— Task details —
A word-for-word copy of the data, pictures excluded, is what this task asks for.

Saved entries

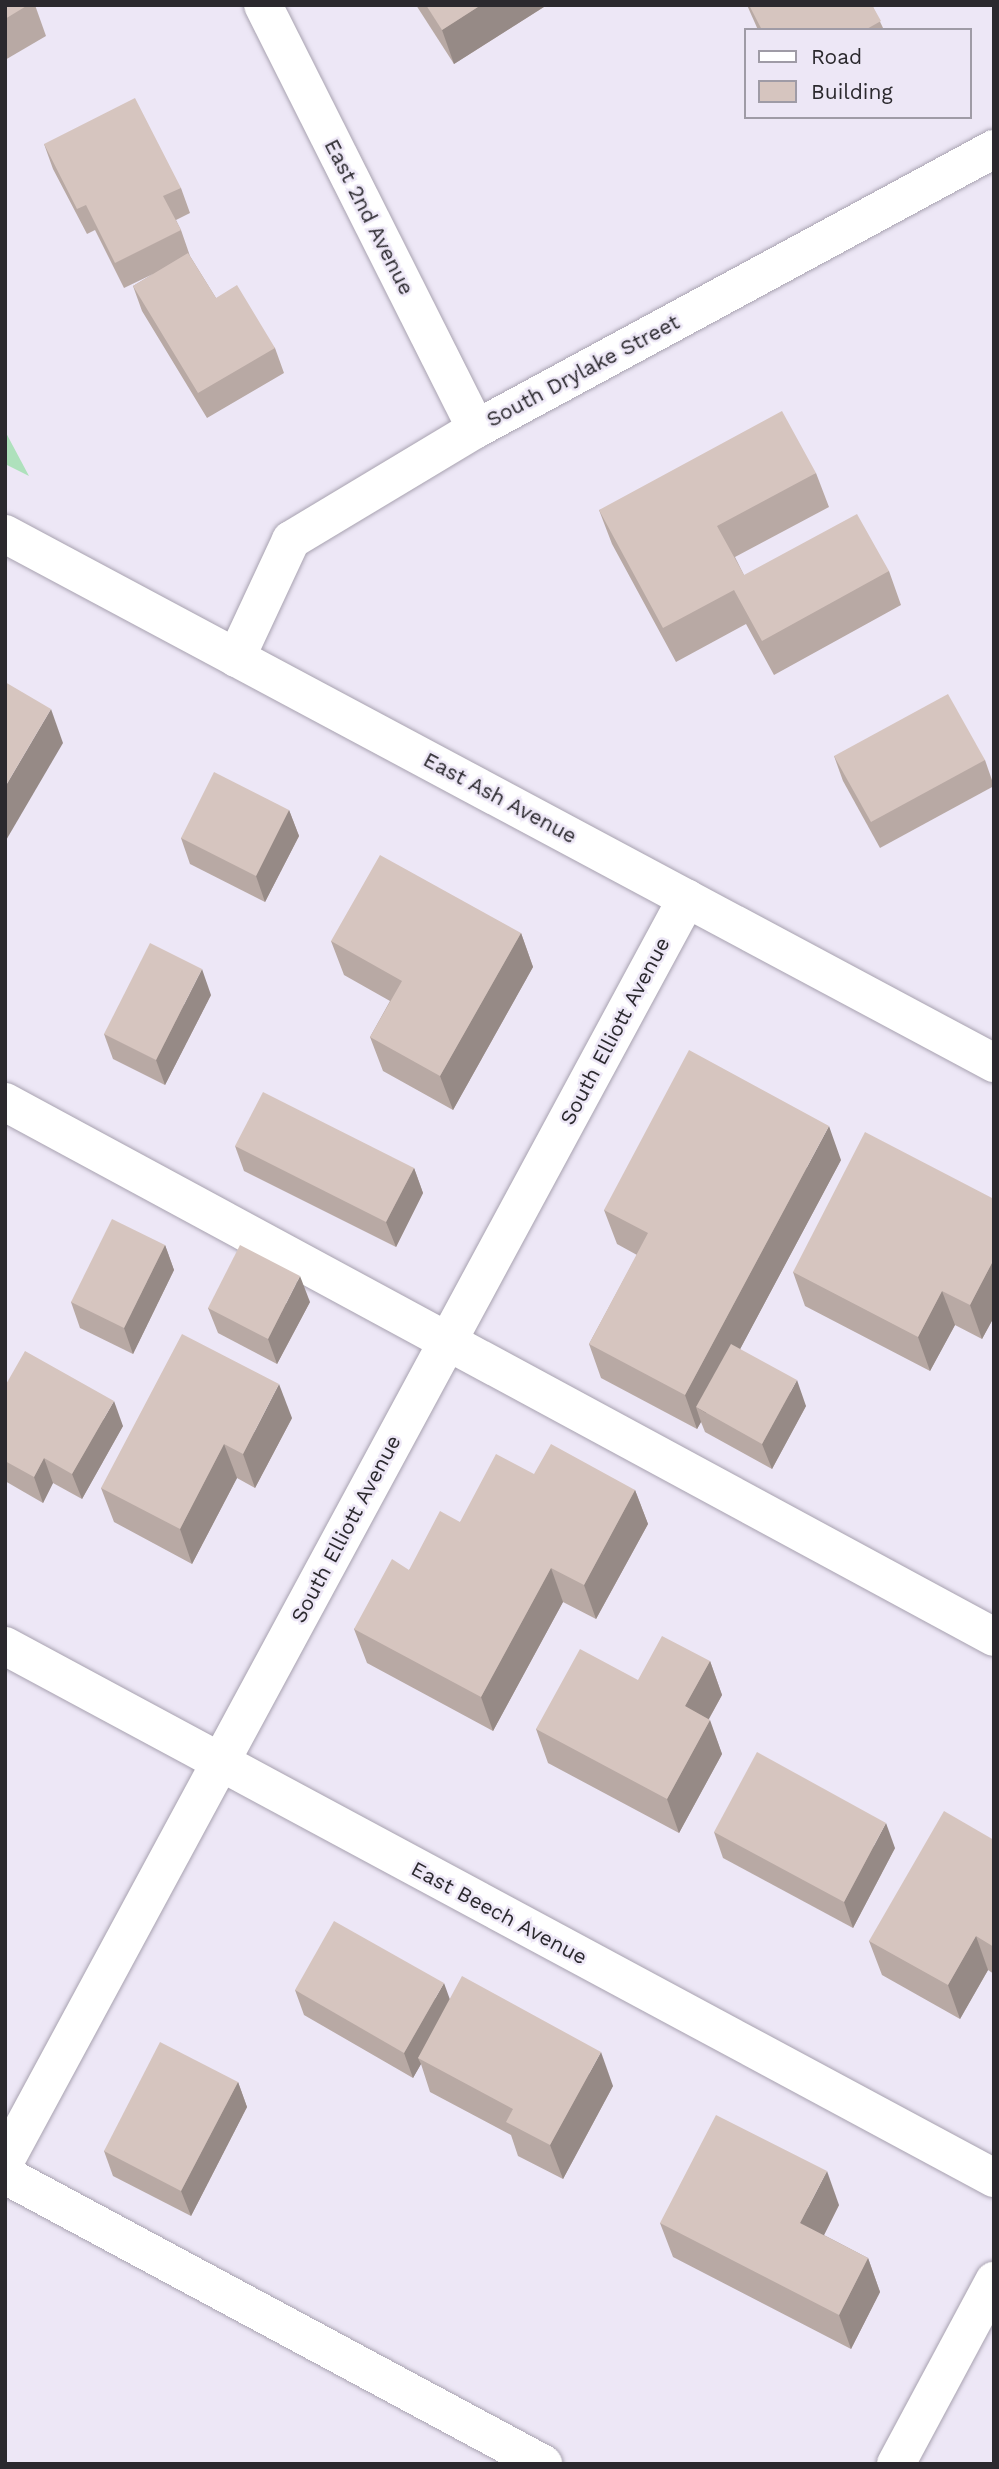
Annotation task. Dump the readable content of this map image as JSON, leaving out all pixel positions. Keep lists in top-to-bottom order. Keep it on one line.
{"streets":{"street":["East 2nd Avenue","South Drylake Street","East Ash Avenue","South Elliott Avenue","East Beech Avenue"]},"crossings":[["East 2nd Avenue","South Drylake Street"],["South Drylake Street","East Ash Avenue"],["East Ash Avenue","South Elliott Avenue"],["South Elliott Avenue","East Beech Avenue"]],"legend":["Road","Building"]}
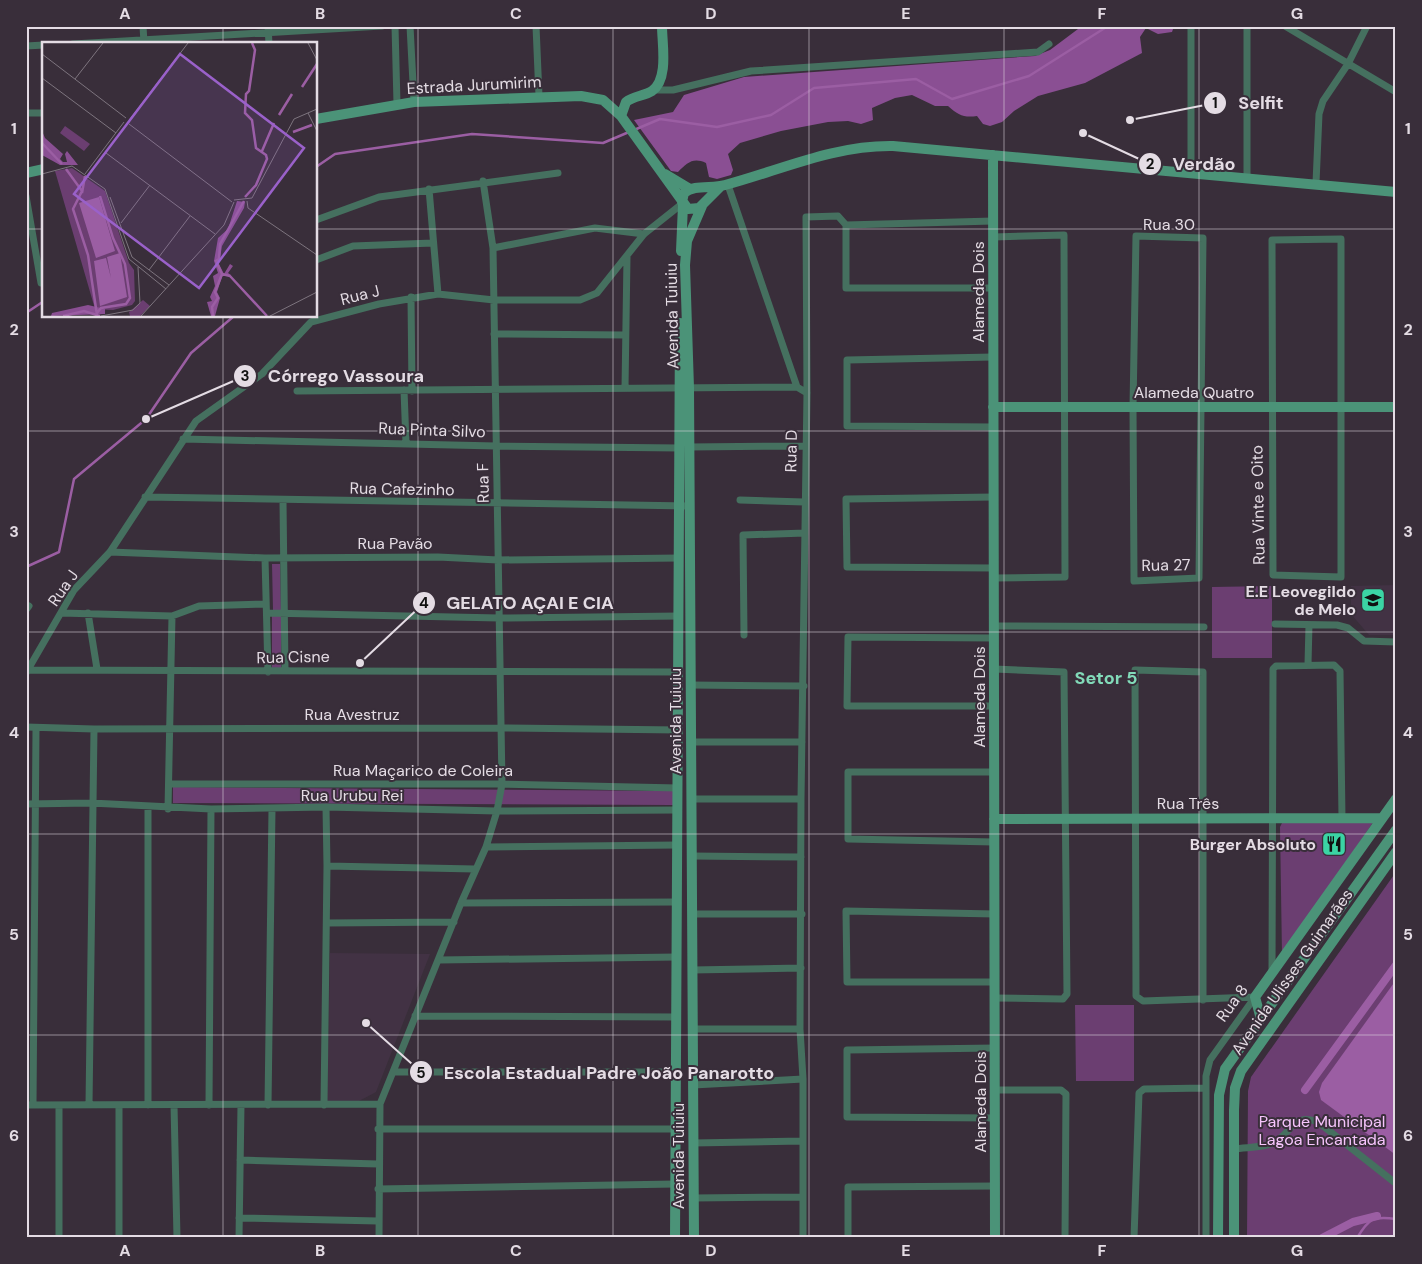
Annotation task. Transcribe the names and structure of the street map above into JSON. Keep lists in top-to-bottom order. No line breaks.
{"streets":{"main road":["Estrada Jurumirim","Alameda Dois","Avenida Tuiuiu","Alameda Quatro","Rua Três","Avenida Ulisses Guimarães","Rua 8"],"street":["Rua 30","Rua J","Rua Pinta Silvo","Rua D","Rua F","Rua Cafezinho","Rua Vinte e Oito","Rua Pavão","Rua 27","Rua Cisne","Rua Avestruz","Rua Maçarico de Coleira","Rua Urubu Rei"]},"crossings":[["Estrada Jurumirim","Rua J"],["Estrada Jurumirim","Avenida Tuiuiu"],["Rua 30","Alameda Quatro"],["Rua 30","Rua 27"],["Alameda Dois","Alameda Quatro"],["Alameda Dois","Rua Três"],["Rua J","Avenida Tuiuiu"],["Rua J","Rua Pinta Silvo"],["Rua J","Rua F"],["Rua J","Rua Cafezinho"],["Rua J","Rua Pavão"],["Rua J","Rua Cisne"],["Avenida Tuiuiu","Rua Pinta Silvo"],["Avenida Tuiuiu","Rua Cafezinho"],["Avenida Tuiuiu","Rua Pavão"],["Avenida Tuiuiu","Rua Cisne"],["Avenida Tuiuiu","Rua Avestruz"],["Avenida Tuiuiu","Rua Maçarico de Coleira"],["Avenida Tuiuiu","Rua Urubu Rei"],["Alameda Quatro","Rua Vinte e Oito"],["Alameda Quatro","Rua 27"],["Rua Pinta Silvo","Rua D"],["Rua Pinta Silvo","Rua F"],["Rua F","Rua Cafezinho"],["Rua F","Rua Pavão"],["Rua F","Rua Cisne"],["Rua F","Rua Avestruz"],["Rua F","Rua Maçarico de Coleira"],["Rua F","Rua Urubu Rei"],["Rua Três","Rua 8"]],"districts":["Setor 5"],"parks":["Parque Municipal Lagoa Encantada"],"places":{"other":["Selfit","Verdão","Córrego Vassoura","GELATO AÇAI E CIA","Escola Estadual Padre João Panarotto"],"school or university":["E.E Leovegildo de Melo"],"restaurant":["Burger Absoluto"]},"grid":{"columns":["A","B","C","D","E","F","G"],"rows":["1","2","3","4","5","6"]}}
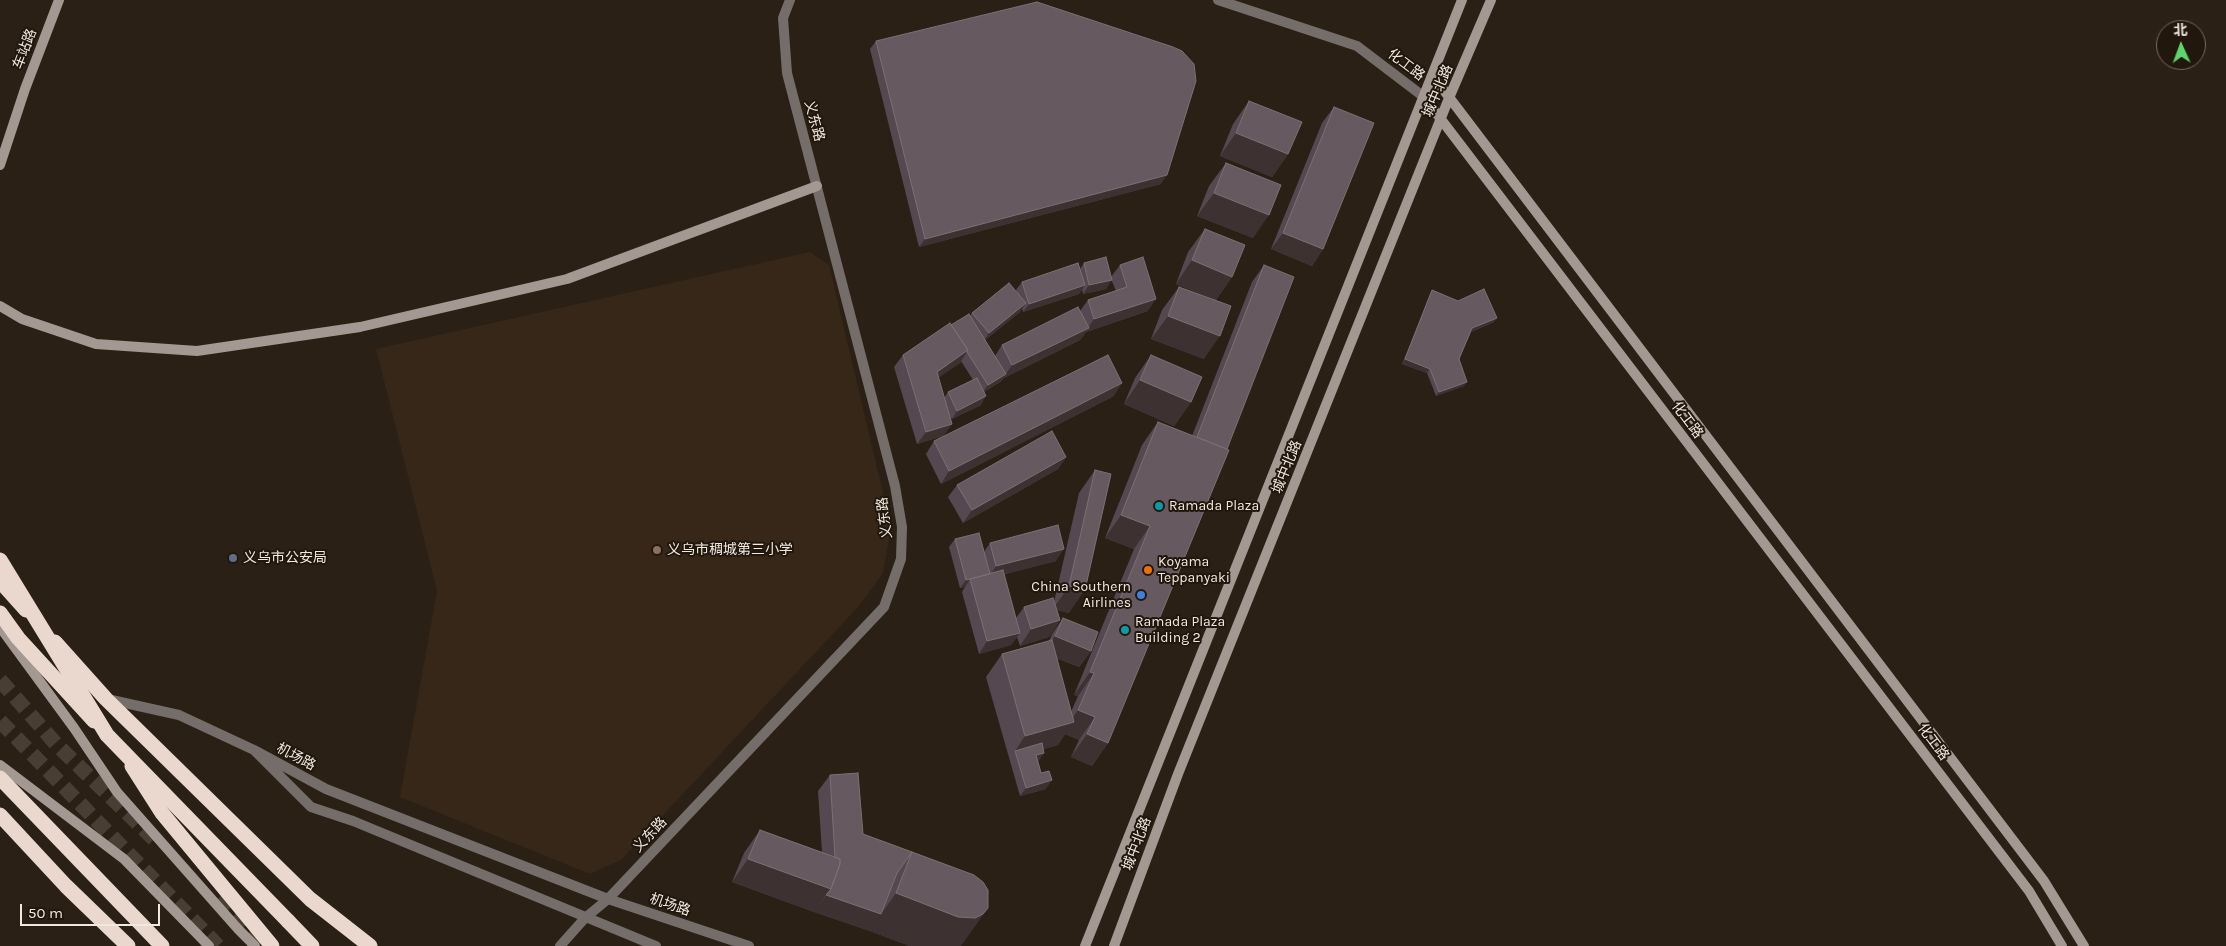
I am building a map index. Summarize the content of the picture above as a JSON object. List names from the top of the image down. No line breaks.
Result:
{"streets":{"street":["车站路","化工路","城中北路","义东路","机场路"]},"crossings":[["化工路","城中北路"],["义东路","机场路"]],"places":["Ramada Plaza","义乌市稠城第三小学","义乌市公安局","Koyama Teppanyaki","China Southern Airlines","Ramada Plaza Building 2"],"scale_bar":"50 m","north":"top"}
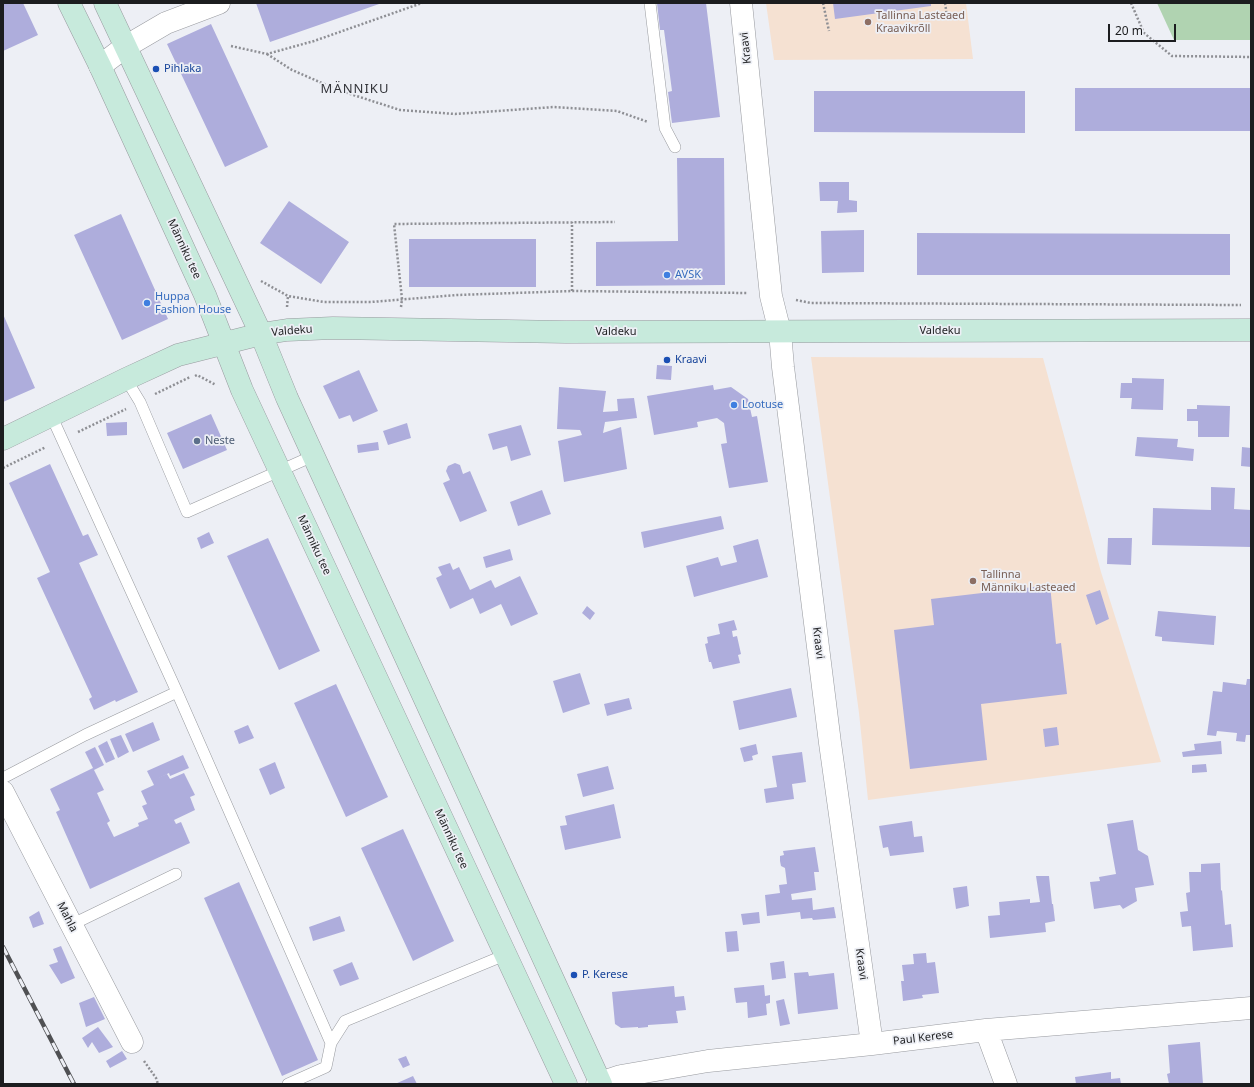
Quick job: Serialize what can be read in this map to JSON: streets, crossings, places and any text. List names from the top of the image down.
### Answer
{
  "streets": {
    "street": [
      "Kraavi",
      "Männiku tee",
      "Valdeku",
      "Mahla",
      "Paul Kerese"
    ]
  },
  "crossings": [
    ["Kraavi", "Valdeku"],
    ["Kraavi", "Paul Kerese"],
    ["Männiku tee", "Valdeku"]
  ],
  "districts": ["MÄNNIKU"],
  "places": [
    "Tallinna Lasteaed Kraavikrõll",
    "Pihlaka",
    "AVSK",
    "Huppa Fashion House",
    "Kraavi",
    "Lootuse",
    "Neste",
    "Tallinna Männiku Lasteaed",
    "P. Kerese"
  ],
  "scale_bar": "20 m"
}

— Task output —
Annotation task. Dump the readable content of this map image as JSON, leaving out all pixel positions. Keep lists in top-to-bottom order. Keep it on one line.
{"streets":{"street":["East 2nd Avenue","South Drylake Street","East Ash Avenue","South Elliott Avenue","East Beech Avenue"]},"crossings":[["East 2nd Avenue","South Drylake Street"],["South Drylake Street","East Ash Avenue"],["East Ash Avenue","South Elliott Avenue"],["South Elliott Avenue","East Beech Avenue"]],"legend":["Road","Building"]}
Annotation task. Transcribe the names and structure of the street map above into JSON. Keep lists in top-to-bottom order. No line breaks.
{"streets":{"main road":["Estrada Jurumirim","Alameda Dois","Avenida Tuiuiu","Alameda Quatro","Rua Três","Avenida Ulisses Guimarães","Rua 8"],"street":["Rua 30","Rua J","Rua Pinta Silvo","Rua D","Rua F","Rua Cafezinho","Rua Vinte e Oito","Rua Pavão","Rua 27","Rua Cisne","Rua Avestruz","Rua Maçarico de Coleira","Rua Urubu Rei"]},"crossings":[["Estrada Jurumirim","Rua J"],["Estrada Jurumirim","Avenida Tuiuiu"],["Rua 30","Alameda Quatro"],["Rua 30","Rua 27"],["Alameda Dois","Alameda Quatro"],["Alameda Dois","Rua Três"],["Rua J","Avenida Tuiuiu"],["Rua J","Rua Pinta Silvo"],["Rua J","Rua F"],["Rua J","Rua Cafezinho"],["Rua J","Rua Pavão"],["Rua J","Rua Cisne"],["Avenida Tuiuiu","Rua Pinta Silvo"],["Avenida Tuiuiu","Rua Cafezinho"],["Avenida Tuiuiu","Rua Pavão"],["Avenida Tuiuiu","Rua Cisne"],["Avenida Tuiuiu","Rua Avestruz"],["Avenida Tuiuiu","Rua Maçarico de Coleira"],["Avenida Tuiuiu","Rua Urubu Rei"],["Alameda Quatro","Rua Vinte e Oito"],["Alameda Quatro","Rua 27"],["Rua Pinta Silvo","Rua D"],["Rua Pinta Silvo","Rua F"],["Rua F","Rua Cafezinho"],["Rua F","Rua Pavão"],["Rua F","Rua Cisne"],["Rua F","Rua Avestruz"],["Rua F","Rua Maçarico de Coleira"],["Rua F","Rua Urubu Rei"],["Rua Três","Rua 8"]],"districts":["Setor 5"],"parks":["Parque Municipal Lagoa Encantada"],"places":{"other":["Selfit","Verdão","Córrego Vassoura","GELATO AÇAI E CIA","Escola Estadual Padre João Panarotto"],"school or university":["E.E Leovegildo de Melo"],"restaurant":["Burger Absoluto"]},"grid":{"columns":["A","B","C","D","E","F","G"],"rows":["1","2","3","4","5","6"]}}
I am building a map index. Summarize the content of the picture above as a JSON object. List names from the top of the image down. No line breaks.
Result:
{"streets":{"street":["车站路","化工路","城中北路","义东路","机场路"]},"crossings":[["化工路","城中北路"],["义东路","机场路"]],"places":["Ramada Plaza","义乌市稠城第三小学","义乌市公安局","Koyama Teppanyaki","China Southern Airlines","Ramada Plaza Building 2"],"scale_bar":"50 m","north":"top"}
Quick job: Serialize what can be read in this map to JSON: streets, crossings, places and any text. List names from the top of the image down.
### Answer
{
  "streets": {
    "street": [
      "Kraavi",
      "Männiku tee",
      "Valdeku",
      "Mahla",
      "Paul Kerese"
    ]
  },
  "crossings": [
    ["Kraavi", "Valdeku"],
    ["Kraavi", "Paul Kerese"],
    ["Männiku tee", "Valdeku"]
  ],
  "districts": ["MÄNNIKU"],
  "places": [
    "Tallinna Lasteaed Kraavikrõll",
    "Pihlaka",
    "AVSK",
    "Huppa Fashion House",
    "Kraavi",
    "Lootuse",
    "Neste",
    "Tallinna Männiku Lasteaed",
    "P. Kerese"
  ],
  "scale_bar": "20 m"
}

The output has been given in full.